§ **Work to complete**
In the data below, find every line with the string "font" and pull it out.

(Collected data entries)
+ + + + + + +

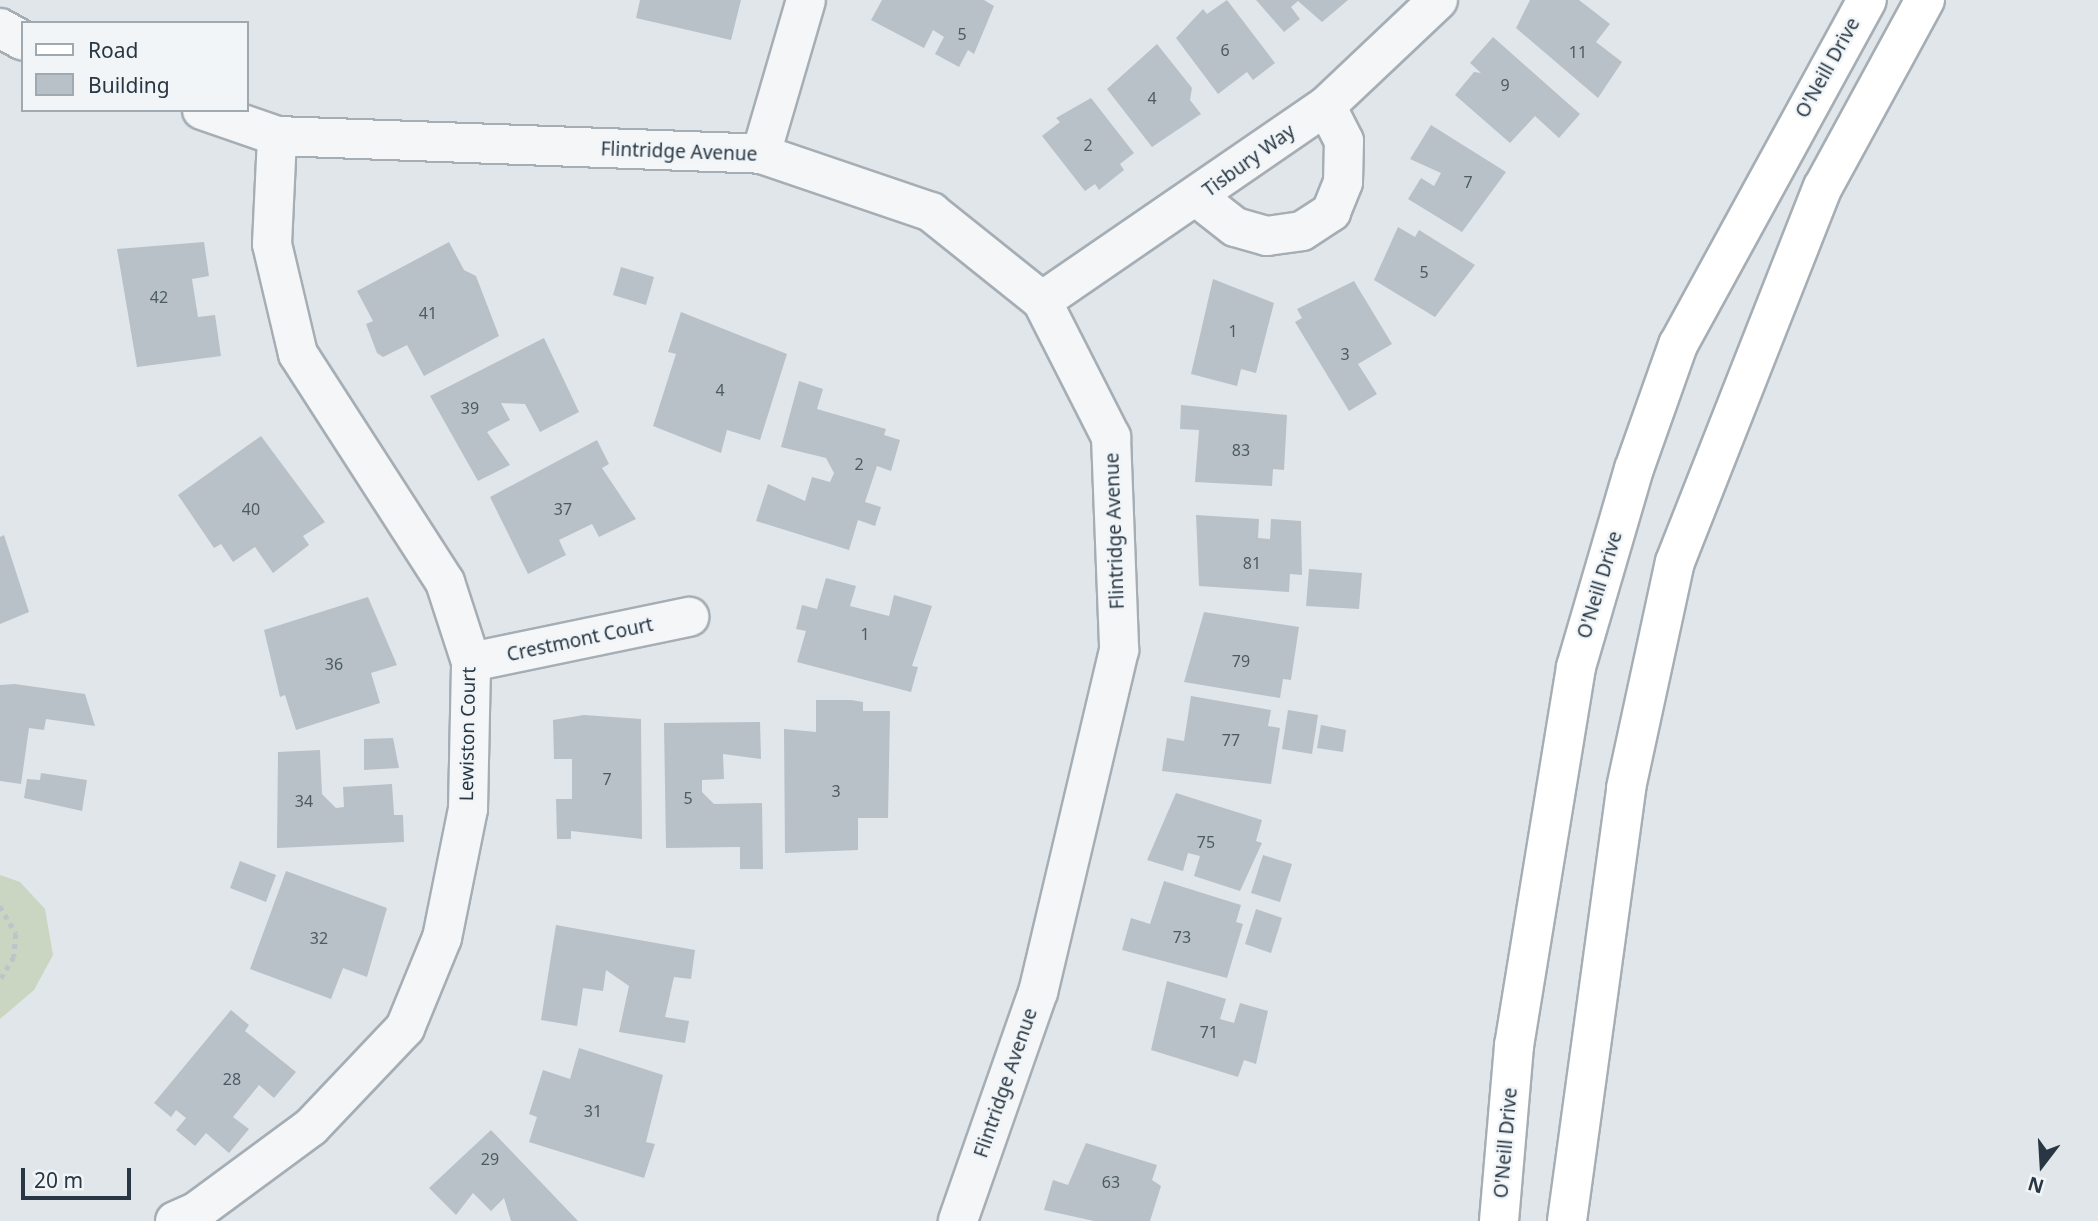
<!DOCTYPE html>
<style>
body{margin:0}
#map{position:relative;width:2098px;height:1221px;overflow:hidden;background:#e1e6ea;font-family:"Noto Sans",sans-serif}
div>[style]{position:absolute}
[style*='--x']{left:calc(var(--x)*1px);top:calc(var(--y)*1px);width:calc(var(--w)*1px);rotate:calc(var(--a)*1deg)}
.green>*{inset:0;background:#cad5c2}
.building>*{inset:0;background:#b8c1c8}
.path>*{height:4.5px;margin-top:-2.25px;transform-origin:0;background:repeating-linear-gradient(90deg,#bfc4c9 0 5px,transparent 0 10px)}
.roads{filter:drop-shadow(2px 0 #a6aeb5) drop-shadow(-2px 0 #a6aeb5) drop-shadow(0 2px #a6aeb5) drop-shadow(0 -2px #a6aeb5)}
.minor>*{height:38px;margin:-19px;padding:0 19px;transform-origin:19px;border-radius:19px;background:#f4f6f8}
.major>*{height:38px;margin:-19px;padding:0 19px;transform-origin:19px;border-radius:19px;background:#fff}
span{translate:-50% -50%;white-space:nowrap;text-align:center;line-height:1.15;-webkit-text-stroke:5px #f1f5f8;paint-order:stroke}
.number-label{font-size:16px;color:#4c5a64}
.number-label span{-webkit-text-stroke-width:0}
.street-label{font-size:19px;color:#283743}
.legend{position:absolute;left:21px;top:21px;width:228px;height:91px;box-sizing:border-box;background:#f1f5f8;border:2px solid #a1a9b0;margin:0;padding:9px 12px;list-style:none;font-size:21px;color:#283743}
.legend li{display:flex;align-items:center;gap:14px;height:35px}
.legend b{width:35px;border:2px solid #a1a9b0}
.north{position:absolute;left:2007px;top:1130px;width:70px;height:70px;-webkit-text-stroke:5px #f1f5f8;paint-order:stroke;rotate:197deg;font-size:19px;font-weight:700;line-height:28px;text-align:center;color:#283743}
.north::after{content:'';display:block;margin:auto;width:24px;height:32px;background:#283743;clip-path:polygon(50% 0,100% 100%,50% 72%,0 100%)}
.scale{position:absolute;left:21px;top:1168px;width:110px;height:32px;box-sizing:border-box;border:4px solid #283743;border-top:0;padding-left:9px;font-size:21px;line-height:24px;white-space:nowrap;color:#283743;-webkit-text-stroke:5px #f1f5f8;paint-order:stroke}
</style>
<div id="map">
<div class="green">
<i style="clip-path:polygon(0 875px,20px 882px,45px 909px,53px 955px,34px 990px,0 1019px)"></i>
</div>
<div class="building">
<i style="clip-path:polygon(640px 0,741px 0,731px 40px,636px 18px)"></i>
<i style="clip-path:polygon(882px 0,984px 0,994px 6px,974px 54px,968px 50px,959px 67px,935px 54px,944px 37px,933px 30px,924px 48px,871px 20px)"></i>
<i style="clip-path:polygon(1227px 0,1275px 63px,1253px 80px,1247px 72px,1218px 94px,1176px 38px,1203px 9px,1207px 14px)"></i>
<i style="clip-path:polygon(1256px 0,1348px 0,1322px 22px,1298px 1px,1291px 7px,1300px 19px,1284px 32px)"></i>
<i style="clip-path:polygon(1530px 0,1579px 0,1610px 24px,1596px 42px,1622px 62px,1598px 98px,1516px 28px)"></i>
<i style="clip-path:polygon(1493px 37px,1580px 114px,1559px 138px,1535px 116px,1510px 143px,1455px 95px,1474px 72px,1481px 73px,1470px 63px)"></i>
<i style="clip-path:polygon(1157px 44px,1192px 88px,1190px 100px,1201px 114px,1152px 147px,1107px 89px)"></i>
<i style="clip-path:polygon(1091px 98px,1134px 153px,1120px 164px,1124px 170px,1099px 190px,1095px 184px,1085px 191px,1042px 136px,1060px 122px,1056px 118px)"></i>
<i style="clip-path:polygon(1431px 125px,1506px 172px,1462px 232px,1408px 199px,1421px 178px,1434px 186px,1441px 173px,1410px 159px)"></i>
<i style="clip-path:polygon(1398px 227px,1415px 237px,1419px 230px,1475px 265px,1435px 317px,1374px 280px)"></i>
<i style="clip-path:polygon(204px 242px,209px 276px,192px 279px,198px 317px,215px 315px,221px 356px,137px 367px,117px 249px)"></i>
<i style="clip-path:polygon(449px 242px,464px 270px,476px 276px,499px 336px,424px 376px,407px 345px,383px 357px,377px 353px,366px 324px,373px 321px,357px 291px)"></i>
<i style="clip-path:polygon(621px 267px,654px 277px,646px 305px,613px 295px)"></i>
<i style="clip-path:polygon(1213px 279px,1274px 303px,1256px 373px,1241px 369px,1237px 386px,1191px 374px)"></i>
<i style="clip-path:polygon(1354px 281px,1392px 344px,1358px 364px,1377px 394px,1349px 411px,1295px 322px,1302px 318px,1297px 309px)"></i>
<i style="clip-path:polygon(681px 312px,787px 354px,760px 440px,727px 430px,721px 453px,653px 426px,676px 354px,668px 352px)"></i>
<i style="clip-path:polygon(544px 338px,579px 412px,540px 432px,525px 404px,501px 403px,510px 420px,487px 432px,510px 465px,478px 481px,430px 396px)"></i>
<i style="clip-path:polygon(799px 381px,823px 389px,817px 409px,886px 429px,884px 435px,900px 440px,891px 471px,877px 466px,865px 502px,881px 507px,875px 526px,858px 520px,849px 550px,756px 521px,768px 484px,805px 501px,812px 477px,830px 482px,834px 473px,826px 458px,781px 447px)"></i>
<i style="clip-path:polygon(1181px 405px,1287px 415px,1284px 470px,1273px 469px,1272px 486px,1195px 482px,1199px 430px,1180px 429px)"></i>
<i style="clip-path:polygon(261px 436px,325px 522px,303px 536px,309px 545px,273px 573px,255px 547px,233px 562px,221px 544px,214px 548px,178px 495px)"></i>
<i style="clip-path:polygon(597px 440px,609px 464px,602px 468px,636px 519px,599px 537px,592px 524px,559px 540px,566px 555px,528px 574px,490px 497px)"></i>
<i style="clip-path:polygon(1196px 515px,1259px 519px,1258px 538px,1270px 539px,1271px 519px,1301px 521px,1302px 575px,1290px 574px,1289px 592px,1199px 586px)"></i>
<i style="clip-path:polygon(4px 535px,29px 612px,0 624px,0 537px)"></i>
<i style="clip-path:polygon(1309px 569px,1362px 573px,1359px 609px,1306px 606px)"></i>
<i style="clip-path:polygon(826px 578px,856px 586px,850px 606px,889px 616px,894px 595px,932px 606px,912px 666px,918px 667px,911px 692px,797px 662px,806px 631px,796px 629px,802px 605px,817px 609px)"></i>
<i style="clip-path:polygon(368px 597px,397px 665px,371px 673px,380px 703px,296px 730px,285px 695px,280px 697px,264px 630px)"></i>
<i style="clip-path:polygon(1204px 612px,1299px 627px,1291px 680px,1283px 679px,1280px 698px,1184px 682px)"></i>
<i style="clip-path:polygon(15px 684px,85px 694px,95px 726px,46px 719px,44px 730px,29px 728px,21px 784px,0 781px,0 685px)"></i>
<i style="clip-path:polygon(1191px 696px,1271px 710px,1268px 726px,1280px 728px,1271px 784px,1162px 771px,1167px 738px,1184px 741px)"></i>
<i style="clip-path:polygon(816px 700px,851px 700px,863px 702px,863px 711px,890px 711px,888px 818px,858px 818px,858px 850px,785px 853px,784px 729px,816px 732px)"></i>
<i style="clip-path:polygon(1288px 710px,1318px 715px,1312px 754px,1282px 749px)"></i>
<i style="clip-path:polygon(584px 715px,641px 719px,642px 839px,571px 831px,571px 839px,557px 839px,556px 799px,572px 799px,572px 759px,554px 759px,553px 720px)"></i>
<i style="clip-path:polygon(760px 722px,761px 759px,723px 754px,724px 779px,702px 780px,702px 792px,714px 804px,762px 803px,763px 869px,740px 869px,740px 847px,666px 848px,664px 723px)"></i>
<i style="clip-path:polygon(1321px 725px,1346px 730px,1343px 752px,1317px 748px)"></i>
<i style="clip-path:polygon(393px 738px,399px 768px,364px 770px,364px 739px)"></i>
<i style="clip-path:polygon(320px 750px,322px 794px,336px 808px,344px 807px,343px 787px,392px 784px,394px 815px,403px 815px,404px 842px,277px 848px,278px 752px)"></i>
<i style="clip-path:polygon(41px 773px,87px 780px,82px 811px,24px 798px,27px 779px,40px 780px)"></i>
<i style="clip-path:polygon(1176px 793px,1262px 820px,1256px 841px,1262px 843px,1240px 891px,1194px 876px,1200px 856px,1188px 853px,1183px 871px,1147px 860px)"></i>
<i style="clip-path:polygon(1263px 855px,1292px 864px,1280px 902px,1251px 893px)"></i>
<i style="clip-path:polygon(240px 861px,276px 875px,266px 902px,230px 888px)"></i>
<i style="clip-path:polygon(286px 871px,387px 908px,367px 977px,343px 968px,331px 999px,250px 969px)"></i>
<i style="clip-path:polygon(1164px 881px,1241px 905px,1236px 922px,1243px 924px,1227px 978px,1122px 950px,1131px 918px,1150px 924px)"></i>
<i style="clip-path:polygon(1256px 909px,1282px 918px,1271px 953px,1245px 944px)"></i>
<i style="clip-path:polygon(556px 925px,695px 950px,691px 979px,674px 977px,665px 1017px,689px 1021px,685px 1043px,619px 1032px,629px 986px,606px 970px,603px 991px,583px 988px,577px 1026px,541px 1020px)"></i>
<i style="clip-path:polygon(1167px 981px,1226px 999px,1220px 1019px,1234px 1023px,1240px 1003px,1268px 1011px,1256px 1064px,1244px 1060px,1238px 1077px,1151px 1050px)"></i>
<i style="clip-path:polygon(231px 1010px,249px 1025px,245px 1031px,296px 1072px,274px 1098px,259px 1085px,233px 1117px,249px 1129px,229px 1153px,206px 1133px,195px 1146px,176px 1130px,186px 1118px,176px 1110px,171px 1117px,154px 1103px)"></i>
<i style="clip-path:polygon(579px 1048px,663px 1075px,646px 1142px,655px 1144px,644px 1178px,529px 1142px,537px 1117px,529px 1114px,543px 1070px,570px 1079px)"></i>
<i style="clip-path:polygon(491px 1130px,578px 1221px,511px 1221px,504px 1198px,491px 1211px,473px 1193px,456px 1215px,429px 1188px)"></i>
<i style="clip-path:polygon(1086px 1143px,1157px 1165px,1152px 1180px,1161px 1186px,1150px 1221px,1094px 1221px,1044px 1210px,1053px 1180px,1068px 1185px)"></i>
</div>
<div class="path">
<i style="--x:0;--y:906;--w:32;--a:60"></i>
<i style="--x:16;--y:934;--w:23;--a:95"></i>
<i style="--x:14;--y:957;--w:27;--a:121"></i>
</div>
<div class="roads">
<div class="minor">
<i style="--x:0;--y:28;--w:26;--a:29"></i>
<i style="--x:202;--y:110;--w:79;--a:19.1"></i>
<i style="--x:277;--y:136;--w:484;--a:2.1"></i>
<i style="--x:761;--y:154;--w:180;--a:18.8"></i>
<i style="--x:931;--y:212;--w:142;--a:38.7"></i>
<i style="--x:1042;--y:301;--w:153;--a:63.1"></i>
<i style="--x:1111;--y:437;--w:213;--a:87.8"></i>
<i style="--x:1119;--y:650;--w:351;--a:103.3"></i>
<i style="--x:1038;--y:992;--w:243;--a:109.3"></i>
<i style="--x:761;--y:154;--w:160;--a:-73.7"></i>
<i style="--x:1198;--y:198;--w:47;--a:38.1"></i>
<i style="--x:1235;--y:227;--w:33;--a:16"></i>
<i style="--x:1267;--y:236;--w:35;--a:-8"></i>
<i style="--x:1302;--y:231;--w:35;--a:-33"></i>
<i style="--x:1331;--y:212;--w:32;--a:-68"></i>
<i style="--x:1343;--y:182;--w:41;--a:-88.6"></i>
<i style="--x:1344;--y:141;--w:39;--a:-117"></i>
<i style="--x:1042;--y:301;--w:345;--a:-34.5"></i>
<i style="--x:1326;--y:106;--w:154;--a:-43.4"></i>
<i style="--x:471;--y:662;--w:223;--a:-11.7"></i>
<i style="--x:175;--y:1221;--w:24;--a:-24"></i>
<i style="--x:197;--y:1211;--w:142;--a:-36.4"></i>
<i style="--x:311;--y:1127;--w:137;--a:-46.5"></i>
<i style="--x:405;--y:1028;--w:97;--a:-67.7"></i>
<i style="--x:442;--y:938;--w:132;--a:-78.6"></i>
<i style="--x:468;--y:809;--w:147;--a:-88.8"></i>
<i style="--x:471;--y:662;--w:84;--a:-108"></i>
<i style="--x:445;--y:582;--w:271;--a:-122.8"></i>
<i style="--x:298;--y:354;--w:113;--a:-103.3"></i>
<i style="--x:272;--y:244;--w:108;--a:-87.3"></i>
</div>
<div class="major">
<i style="--x:1499;--y:1221;--w:176;--a:-85.1"></i>
<i style="--x:1514;--y:1046;--w:384;--a:-80.7"></i>
<i style="--x:1576;--y:667;--w:206;--a:-73.7"></i>
<i style="--x:1634;--y:469;--w:132;--a:-70.5"></i>
<i style="--x:1678;--y:345;--w:393;--a:-61.3"></i>
<i style="--x:1567;--y:1221;--w:437;--a:-82.2"></i>
<i style="--x:1626;--y:788;--w:231;--a:-77.8"></i>
<i style="--x:1675;--y:562;--w:403;--a:-68.5"></i>
<i style="--x:1823;--y:187;--w:213;--a:-61.4"></i>
</div>
</div>
<div class="number-label">
<span style="left:962px;top:34px">5</span>
<span style="left:1225px;top:50px">6</span>
<span style="left:1578px;top:52px">11</span>
<span style="left:1505px;top:85px">9</span>
<span style="left:1152px;top:98px">4</span>
<span style="left:1088px;top:145px">2</span>
<span style="left:1468px;top:182px">7</span>
<span style="left:1424px;top:272px">5</span>
<span style="left:159px;top:297px">42</span>
<span style="left:428px;top:313px">41</span>
<span style="left:1233px;top:331px">1</span>
<span style="left:1345px;top:354px">3</span>
<span style="left:720px;top:390px">4</span>
<span style="left:470px;top:408px">39</span>
<span style="left:1241px;top:450px">83</span>
<span style="left:859px;top:464px">2</span>
<span style="left:251px;top:509px">40</span>
<span style="left:563px;top:509px">37</span>
<span style="left:1252px;top:563px">81</span>
<span style="left:865px;top:634px">1</span>
<span style="left:1241px;top:661px">79</span>
<span style="left:334px;top:664px">36</span>
<span style="left:1231px;top:740px">77</span>
<span style="left:607px;top:779px">7</span>
<span style="left:836px;top:791px">3</span>
<span style="left:688px;top:798px">5</span>
<span style="left:304px;top:801px">34</span>
<span style="left:1206px;top:842px">75</span>
<span style="left:1182px;top:937px">73</span>
<span style="left:319px;top:938px">32</span>
<span style="left:1209px;top:1032px">71</span>
<span style="left:232px;top:1079px">28</span>
<span style="left:593px;top:1111px">31</span>
<span style="left:490px;top:1159px">29</span>
<span style="left:1111px;top:1182px">63</span>
</div>
<div class="street-label">
<span style="left:1828px;top:68px;rotate:-61deg">O'Neill Drive</span>
<span style="left:679px;top:152px;rotate:2deg">Flintridge Avenue</span>
<span style="left:1249px;top:161px;rotate:-36deg">Tisbury Way</span>
<span style="left:1115px;top:531px;rotate:-92deg">Flintridge Avenue</span>
<span style="left:1600px;top:585px;rotate:-73deg">O'Neill Drive</span>
<span style="left:580px;top:640px;rotate:-12deg">Crestmont Court</span>
<span style="left:468px;top:734px;rotate:-89deg">Lewiston Court</span>
<span style="left:1006px;top:1083px;rotate:-71deg">Flintridge Avenue</span>
<span style="left:1506px;top:1143px;rotate:-85deg">O'Neill Drive</span>
</div>
<ul class="legend">
<li><b style="height:9px;background:#fff"></b>Road</li>
<li><b style="height:19px;background:#b8c1c8"></b>Building</li>
</ul>
<div class="north">N</div>
<div class="scale">20 m</div>
</div>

+ + + + + + +

§ **Response for this exercise**
#map{position:relative;width:2098px;height:1221px;overflow:hidden;background:#e1e6ea;font-family:"Noto Sans",sans-serif}
.number-label{font-size:16px;color:#4c5a64}
.street-label{font-size:19px;color:#283743}
.legend{position:absolute;left:21px;top:21px;width:228px;height:91px;box-sizing:border-box;background:#f1f5f8;border:2px solid #a1a9b0;margin:0;padding:9px 12px;list-style:none;font-size:21px;color:#283743}
.north{position:absolute;left:2007px;top:1130px;width:70px;height:70px;-webkit-text-stroke:5px #f1f5f8;paint-order:stroke;rotate:197deg;font-size:19px;font-weight:700;line-height:28px;text-align:center;color:#283743}
.scale{position:absolute;left:21px;top:1168px;width:110px;height:32px;box-sizing:border-box;border:4px solid #283743;border-top:0;padding-left:9px;font-size:21px;line-height:24px;white-space:nowrap;color:#283743;-webkit-text-stroke:5px #f1f5f8;paint-order:stroke}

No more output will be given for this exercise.